## TASK ITEM
Please return the records below exactly as they stand, with the pictures removed.

## RECORD SET
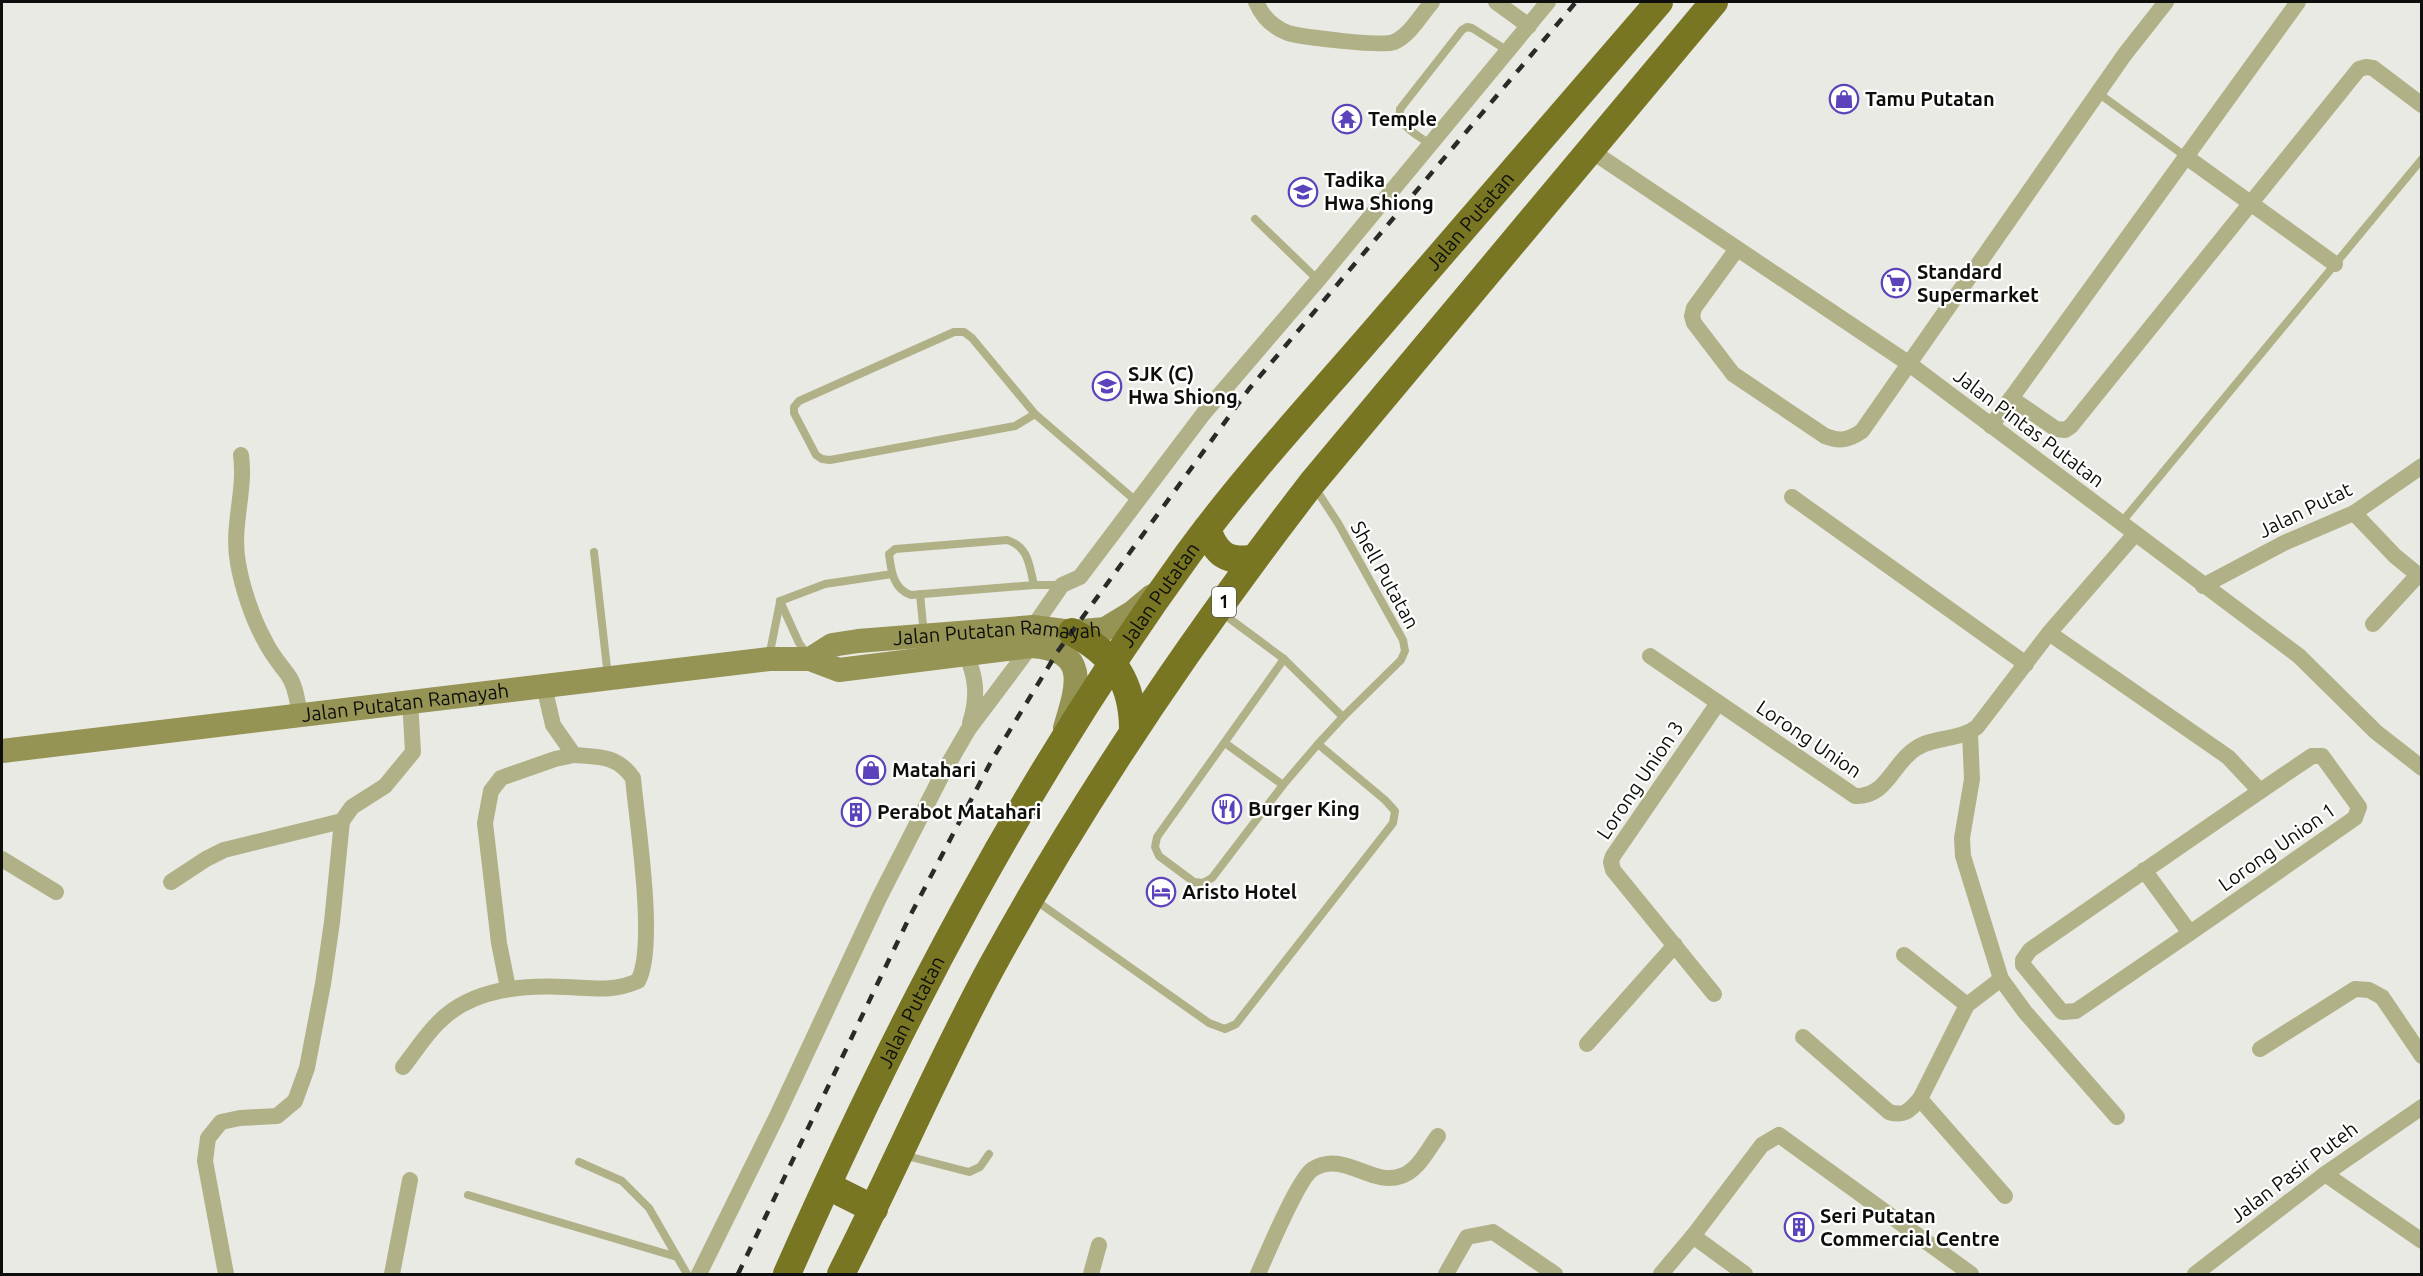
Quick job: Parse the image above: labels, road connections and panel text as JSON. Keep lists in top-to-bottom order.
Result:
{
  "streets": {
    "highway": ["Jalan Putatan", "1"],
    "main road": ["Jalan Putatan Ramayah"],
    "street": [
      "Jalan Pintas Putatan",
      "Jalan Putat",
      "Lorong Union",
      "Lorong Union 3",
      "Lorong Union 1",
      "Jalan Pasir Puteh"
    ],
    "lane": ["Shell Putatan"]
  },
  "crossings": [
    ["Jalan Putatan", "Jalan Putatan Ramayah"],
    ["Jalan Pintas Putatan", "Jalan Putat"],
    ["Jalan Pintas Putatan", "1"],
    ["Shell Putatan", "1"],
    ["Lorong Union", "Lorong Union 3"]
  ],
  "places": {
    "shop": ["Tamu Putatan", "Matahari"],
    "temple": ["Temple"],
    "school or university": ["Tadika Hwa Shiong", "SJK (C) Hwa Shiong"],
    "supermarket": ["Standard Supermarket"],
    "restaurant": ["Burger King"],
    "building": ["Perabot Matahari", "Seri Putatan Commercial Centre"],
    "hotel": ["Aristo Hotel"]
  }
}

## RESULT OF THE EXERCISE
Quick job: Parse the image above: labels, road connections and panel text as JSON. Keep lists in top-to-bottom order.
Result:
{
  "streets": {
    "highway": ["Jalan Putatan", "1"],
    "main road": ["Jalan Putatan Ramayah"],
    "street": [
      "Jalan Pintas Putatan",
      "Jalan Putat",
      "Lorong Union",
      "Lorong Union 3",
      "Lorong Union 1",
      "Jalan Pasir Puteh"
    ],
    "lane": ["Shell Putatan"]
  },
  "crossings": [
    ["Jalan Putatan", "Jalan Putatan Ramayah"],
    ["Jalan Pintas Putatan", "Jalan Putat"],
    ["Jalan Pintas Putatan", "1"],
    ["Shell Putatan", "1"],
    ["Lorong Union", "Lorong Union 3"]
  ],
  "places": {
    "shop": ["Tamu Putatan", "Matahari"],
    "temple": ["Temple"],
    "school or university": ["Tadika Hwa Shiong", "SJK (C) Hwa Shiong"],
    "supermarket": ["Standard Supermarket"],
    "restaurant": ["Burger King"],
    "building": ["Perabot Matahari", "Seri Putatan Commercial Centre"],
    "hotel": ["Aristo Hotel"]
  }
}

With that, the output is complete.